Bonaventura riassume in queste pagine del Breviloquium la sua concezione circa il rapporto fra l’uomo, l’universo e Dio, nota come dottrina dell’esemplarismo. Essa è di chiara ispirazione francescana oltre che agostiniana.

 

Breviloquium, Parte II, cap. XII

 

1.     Da tutte le cose predette si può concludere che il mondo, creatura di Dio, è come un certo libro, in cui riluce, si rappresenta e si legge la Trinità che ne è la fattrice [in quo relucet, repraesentatur et legitur Trinitas fabricatrix] secondo un triplice grado di espressione, cioè per modo di vestigio, di immagine e di similitudine: cosí che la ragione di vestigio si trova in tutte le creature, la ragione di immagine nelle sole creature intellettuali, la ragione di similitudine nelle sole creature deiformi; da ciò, come da tanti gradi scalari, l’intelletto umano è indotto gradatamente ad ascendere verso il sommo principio che è Dio.

2.     La ragione poi per cui noi intendiamo queste cose è che, avendo tutte le creature riferimento al loro Creatore e dipendenza da esso, ad esso possono venir paragonate o come a principio creativo, o come oggetto motivo, o come dono inabitativo. Sotto il primo aspetto viene riferito a Dio ogni suo effetto, sotto il secondo aspetto viene riferito ogni intelletto, sotto il terzo aspetto ogni spirito che sia giusto e accetto a Dio. Pertanto ogni effetto per quanto poco abbia di essere, ha Dio come principio. Ogni intelletto per poco che abbia di luce, è atto per mezzo della luce e dell'amore a capire Dio. Infine ogni spirito giusto e santo ha infuso in sé il dono dello Spirito Santo.

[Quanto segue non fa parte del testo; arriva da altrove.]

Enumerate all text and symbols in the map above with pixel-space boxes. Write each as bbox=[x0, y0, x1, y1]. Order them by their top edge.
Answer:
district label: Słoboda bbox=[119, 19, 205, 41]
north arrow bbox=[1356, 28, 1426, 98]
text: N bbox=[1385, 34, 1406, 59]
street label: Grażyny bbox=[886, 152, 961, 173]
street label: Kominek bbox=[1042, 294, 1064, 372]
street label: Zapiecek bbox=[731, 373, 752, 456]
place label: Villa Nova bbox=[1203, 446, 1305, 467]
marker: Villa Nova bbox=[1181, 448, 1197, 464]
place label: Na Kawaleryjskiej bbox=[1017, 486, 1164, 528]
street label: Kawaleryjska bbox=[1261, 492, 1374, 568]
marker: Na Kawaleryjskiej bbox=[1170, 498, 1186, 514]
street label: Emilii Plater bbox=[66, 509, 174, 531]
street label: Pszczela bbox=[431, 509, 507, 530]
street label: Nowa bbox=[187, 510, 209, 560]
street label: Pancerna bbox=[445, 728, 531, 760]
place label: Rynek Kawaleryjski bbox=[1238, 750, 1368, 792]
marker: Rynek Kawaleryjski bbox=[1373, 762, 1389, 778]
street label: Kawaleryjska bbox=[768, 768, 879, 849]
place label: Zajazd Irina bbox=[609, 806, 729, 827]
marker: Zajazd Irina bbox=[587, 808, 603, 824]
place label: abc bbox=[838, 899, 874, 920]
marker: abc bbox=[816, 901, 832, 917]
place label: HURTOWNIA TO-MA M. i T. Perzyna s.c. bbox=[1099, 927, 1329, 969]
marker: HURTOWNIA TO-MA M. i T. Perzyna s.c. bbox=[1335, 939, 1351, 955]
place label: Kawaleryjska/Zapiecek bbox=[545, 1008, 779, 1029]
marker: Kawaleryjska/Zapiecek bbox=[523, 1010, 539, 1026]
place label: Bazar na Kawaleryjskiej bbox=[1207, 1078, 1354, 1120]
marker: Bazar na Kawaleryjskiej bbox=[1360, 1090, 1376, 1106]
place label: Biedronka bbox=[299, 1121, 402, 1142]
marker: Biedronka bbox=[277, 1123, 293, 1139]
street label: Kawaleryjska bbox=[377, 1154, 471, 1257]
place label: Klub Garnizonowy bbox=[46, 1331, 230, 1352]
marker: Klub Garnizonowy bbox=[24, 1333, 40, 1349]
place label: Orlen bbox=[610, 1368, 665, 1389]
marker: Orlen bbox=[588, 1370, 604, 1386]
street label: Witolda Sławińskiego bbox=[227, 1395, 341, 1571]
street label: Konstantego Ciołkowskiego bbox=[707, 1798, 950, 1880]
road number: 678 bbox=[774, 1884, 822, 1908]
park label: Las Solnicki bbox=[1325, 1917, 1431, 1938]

3.     E poiché la creatura non può avere Dio come principio, se non è configurata ad esso secondo l'unità, la verità e la bontà; né Dio secondo l'obbietto, se non lo capisce per mezzo della memoria, dell'intelligenza e della volontà; né Dio come dono infuso se essa non è configurata a Lui per mezzo della fede della speranza e dell'amore come triplice dote; e avendosi cosí tre conformità: lontana da Dio la prima, propinqua la seconda e prossima la terza, ne deriva che la prima si chiama vestigio della Trinità, la seconda immagine e la terza similitudine.

4.     Lo spirito razionale poi è in mezzo tra la prima ed ultima conformità, cosí che lo spirito inferiore tiene la prima conformità; lo spirito di mezzo tiene la seconda, lo spirito superiore tiene la terza. Pertanto nello stato di innocenza, quando l’immagine non era viziata bensí fatta deiforme per opera della grazia, bastava il Libro della creatura perché l’uomo potesse esercitare se stesso alla visione del lume della divina sapienza; essendo egli sapiente quando vedesse tutte le cose in sé, nel proprio genere e infine nell’arte (divina), a seconda che le cose posseggano l’essere, cioè nella materia o natura propria, nell’intelligenza creata e nell’arte eterna; secondo le tre parole della Scrittura pronunciate da Dio (Gen. 1, 3 e segg.): fiat, fecit et factum est.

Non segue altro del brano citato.